Lugares comunes

Revisando cada uno de los trabajos que recorren de principio a fin la filmografía del director y guionista argentino Adolfo Aristarain, descubrimos una forma y una textura que culmina en Lugares comunes, uno de sus últimos largometrajes.

Si en Un lugar en el mundo (1991), Mario (Federico Luppi) y su mujer Ana (Cecilia Roth), abandonados al exilio de la civilización y de la sociedad de consumo con todas sus consecuencias, se retiran a un pueblo remoto desde el que continuar su lucha por los valores de una comunidad más justa, con derechos y libertades plenos como la educación, el conocimiento y la toma de conciencia; en Martin (Hache) (1997) este conflicto continúa no desde la figura de Martin (Federico Luppi), un exitoso director de cine, vencido por un sistema materialista y corrosivo que atenta contra la sensibilidad del individuo; sino que la esperanza la encarna su hijo, Hache (Juan Diego Boto), que da voz a una juventud perdida en busca de una realidad y de una conciencia, con las que identificarse.

Lugares comunes (2002), de nuevo con la excelente interpretación del argentino Federico Luppi, y la honesta Mercedes Sampietro, emerge como una suerte de lugar común por el que el cineasta había estado transitando en sus trabajos anteriores.

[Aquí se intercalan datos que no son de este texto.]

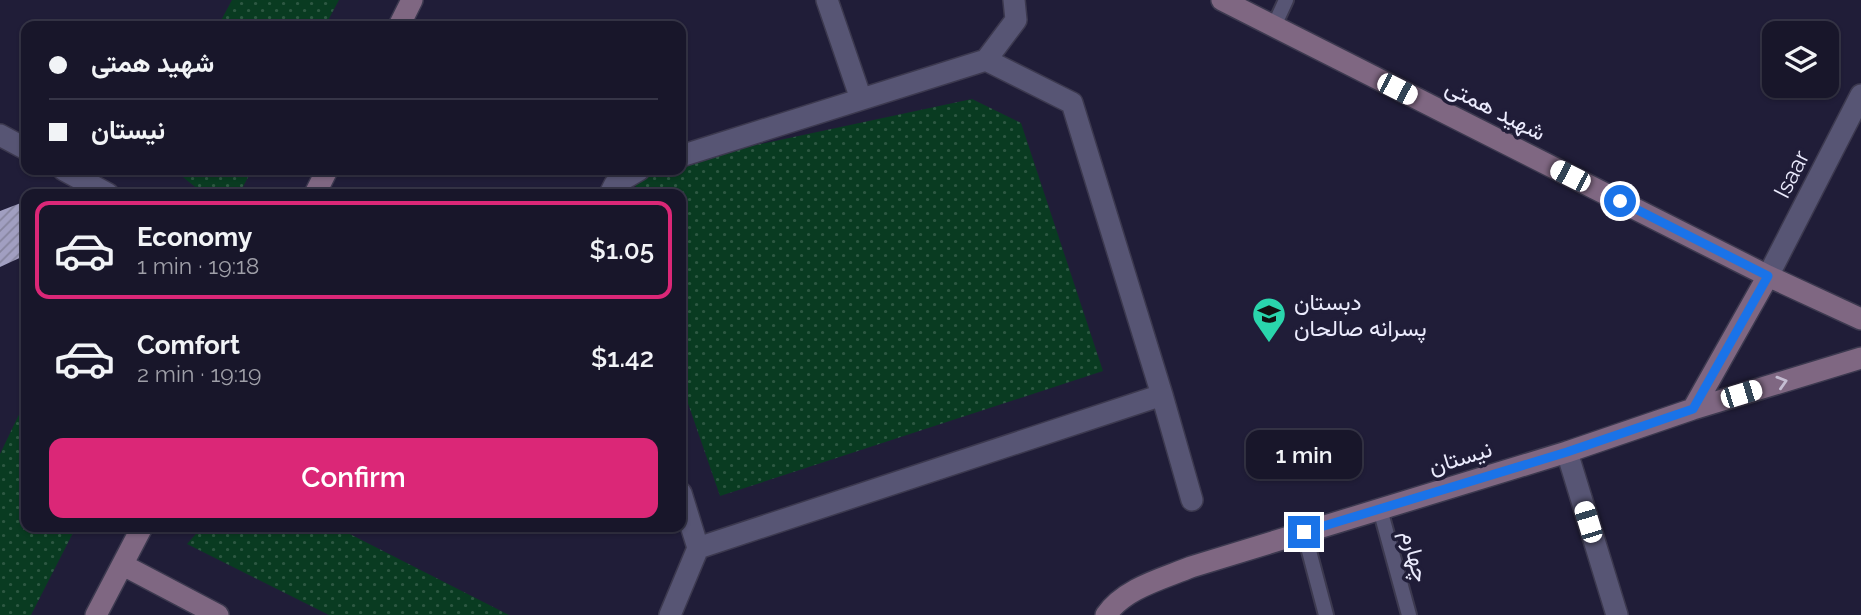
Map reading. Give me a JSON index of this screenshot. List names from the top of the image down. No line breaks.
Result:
{"streets":{"street":["شهید همتی","Isaar","نيستان"],"lane":["چهارم"]},"crossings":[["شهید همتی","Isaar"],["نيستان","چهارم"]],"places":{"school or university":["دبستان پسرانه صالحان"]},"page":{"banner":["شهید همتی","نيستان"],"list":[{"name":"Economy","note":"1 min · 19:18","value":"$1.05"},{"name":"Comfort","note":"2 min · 19:19","value":"$1.42"}],"buttons":"Confirm","bubble":"1 min"}}
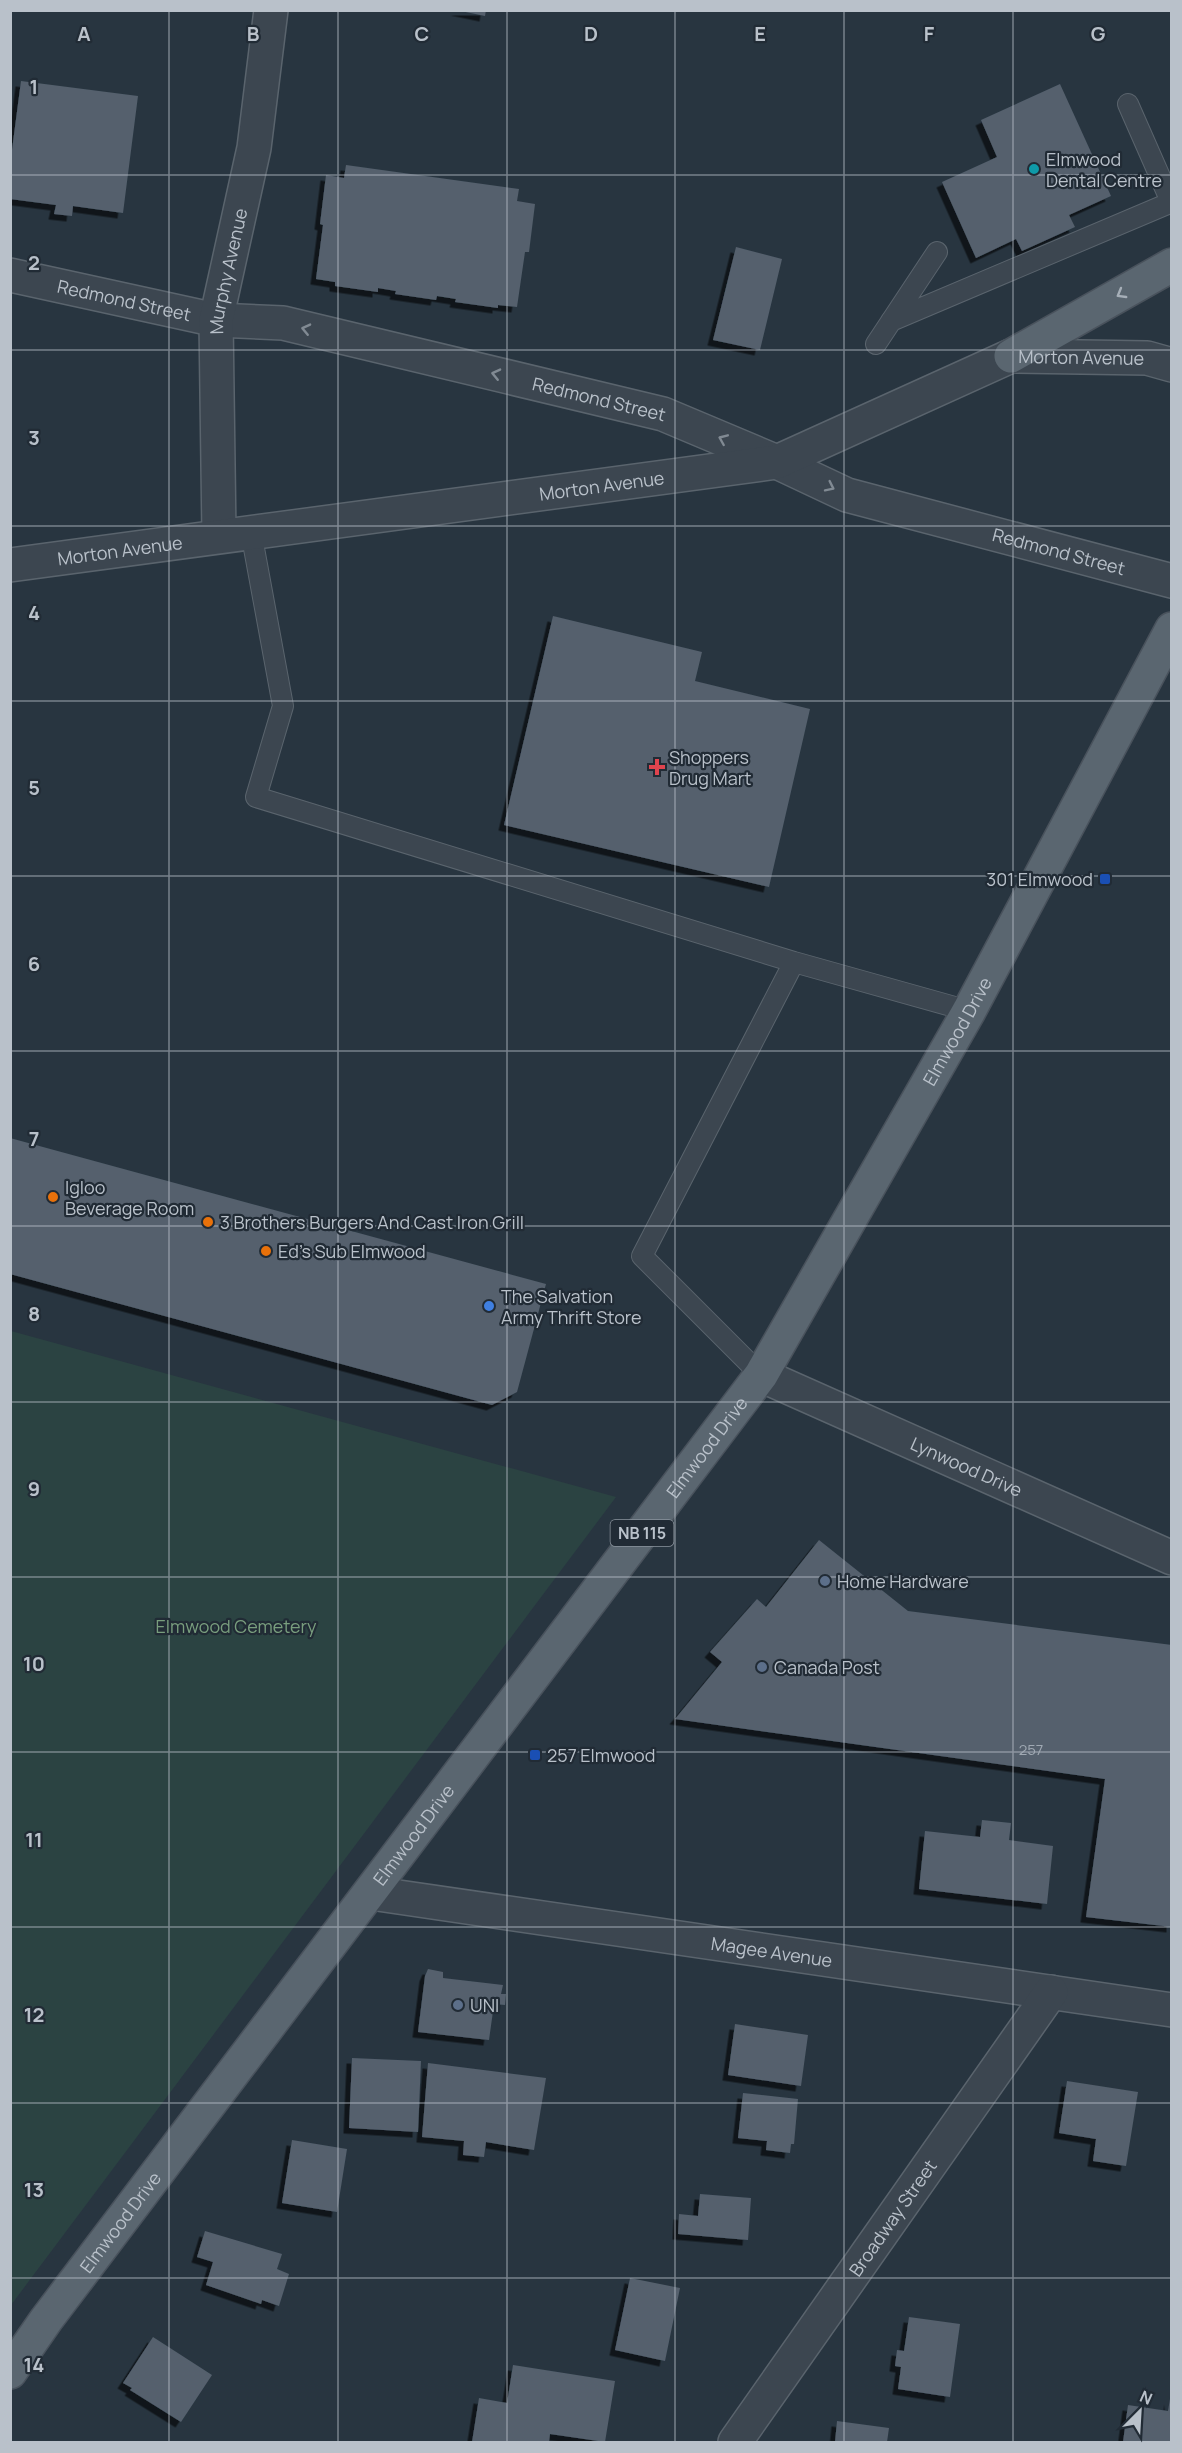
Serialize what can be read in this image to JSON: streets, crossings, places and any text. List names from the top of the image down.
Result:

Si en Martin (Hache), es la figura paterna la que se encuentra alienada por el sistema, al que se rindió en virtud del futuro; en esta ocasión, es Pedro, el hijo del profesor Fernando Robles (Federico Luppi), quien se traiciona a sí mismo y a los ideales que desde la infancia le vienen acompañando. Por una vida burguesa y un futuro ilusorio, Pedro abandona su verdadera pasión, la escritura, para dedicarse al negocio de la venta de ordenadores. Abandona el presente, para construir un futuro que no existe.

“El futuro es algo ilusorio, una trampa creada por el sistema”

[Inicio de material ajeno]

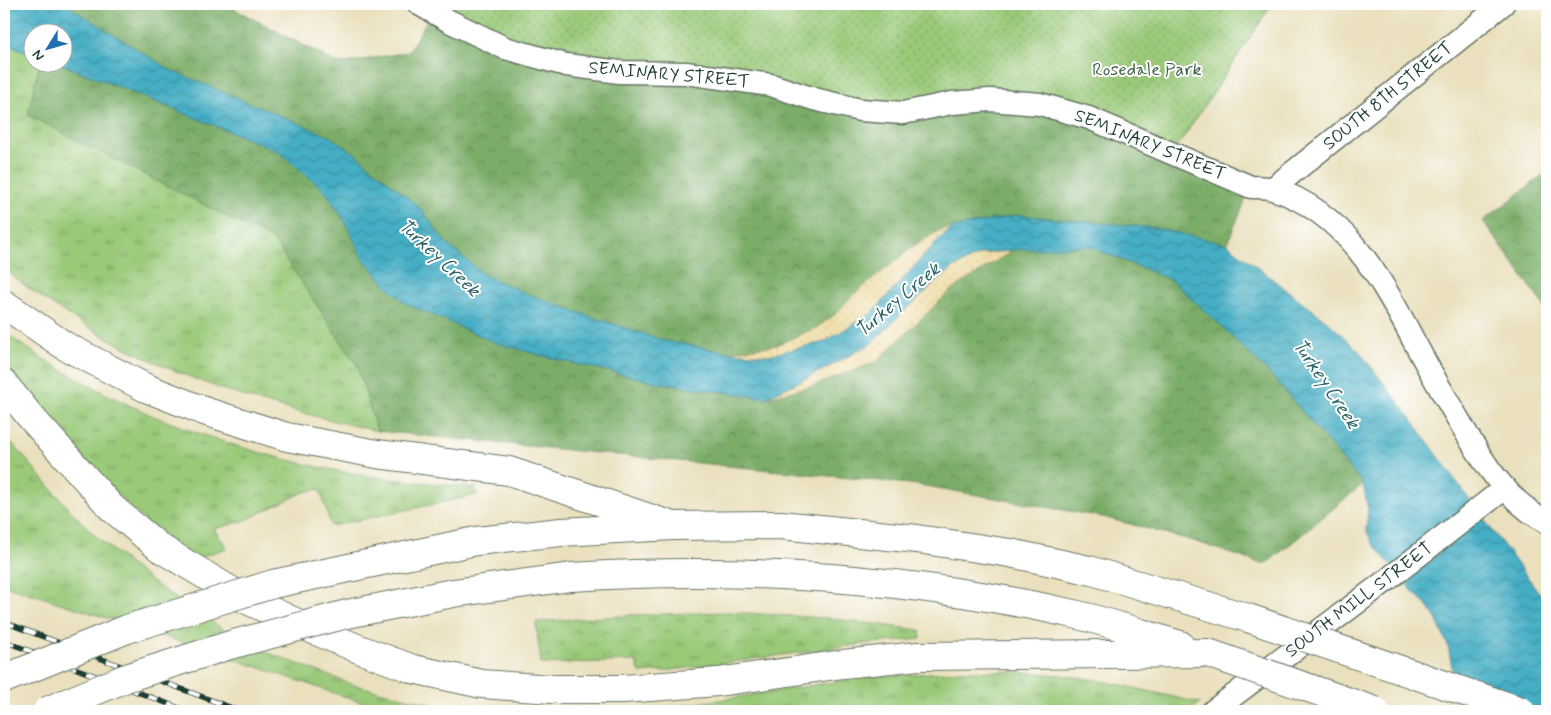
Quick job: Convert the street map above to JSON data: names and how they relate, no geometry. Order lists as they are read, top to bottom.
{
  "streets": {
    "street": ["SEMINARY STREET", "SOUTH 8TH STREET", "SOUTH MILL STREET"]
  },
  "crossings": [
    ["SEMINARY STREET", "SOUTH 8TH STREET"],
    ["SEMINARY STREET", "SOUTH MILL STREET"]
  ],
  "water": ["Turkey Creek"],
  "parks": ["Rosedale Park"],
  "north": "bottom left"
}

La pasión del profesor Robles es enseñar a los alumnos a mirar, instalar en ellos el don duda, la inquietud y el entusiasmo; y es el sistema quien acaba con todo esto impidiendo que continúe transmitiendo una ideología subversiva y contraria a la de un régimen que promueve la ignorancia y la mirada ciega. Es entonces cuando Robles y Lili deciden abandonar su hogar y trasladarse a una chacra, a treinta kilómetros de la región de Córdoba, un viaje susceptible de varias miradas. Si pensamos, por un lado, en el paralelismo existente entre campo-ciudad y centro-periferia, podríamos entender el campo como el espacio más puro y natural desde el que comenzar de nuevo, como una vuelta a los orígenes del hombre, desnudo y despojado del estatus económico-social que le ofrece la ciudad. La naturaleza como paisaje desnudo desde el que mirarse a uno mismo e intentar comprender la realidad de la que somos testigos; un ejercicio que Robles realiza con una lucidez y una sensibilidad sublimes. Pero también es posible entender campo y periferia como el margen desde el que tiene lugar la expresión libre de ser y del pensamiento coartados en la ciudad, centro.

No es casual que el nombre que deciden darle a su nuevo hogar sea 1789 en un intento por resucitar los principios de libertad, igualdad y fraternidad que se reivindicaron siglos atrás con la Revolución Francesa.

El film se abre con la imagen del cuaderno de notas del profesor Robles, y quizá se trate de un guiño de Aristarain, que nos está advirtiendo lo que estamos a punto de ver: una sucesión de notas imprecisas y de ideas desordenadas que adquieren forma a través del lenguaje cinematográfico, y que son recogidas en este film concebido como un diario fílmico. Las reflexiones que emanan de un Robles en proceso de liberación resultan estremecedoras, llenas de dolor y de duda, de oscuridad y lucidez; su voz, unida a las imágenes naturalistas del paisaje por el que transita el personaje, combinan el romanticismo de Caspar David Fiedrich con la poética de Alejandra Pizarnik

Podríamos pensar que los lugares comunes del profesor Robles son posiblemente la escritura, Lili y la enseñanza; y que el lugar común de Aristarain, es el cine. Un cine que no es sino un reclamo a nuestra clarividencia y sensibilidad; un espacio desde el que el cineasta nos advierte el precio de una lucidez capaz de arrastrarnos hasta un estado de parálisis, pero que sin duda hay que experimentar en este proceso vital que es la búsqueda de nuestro lugar común.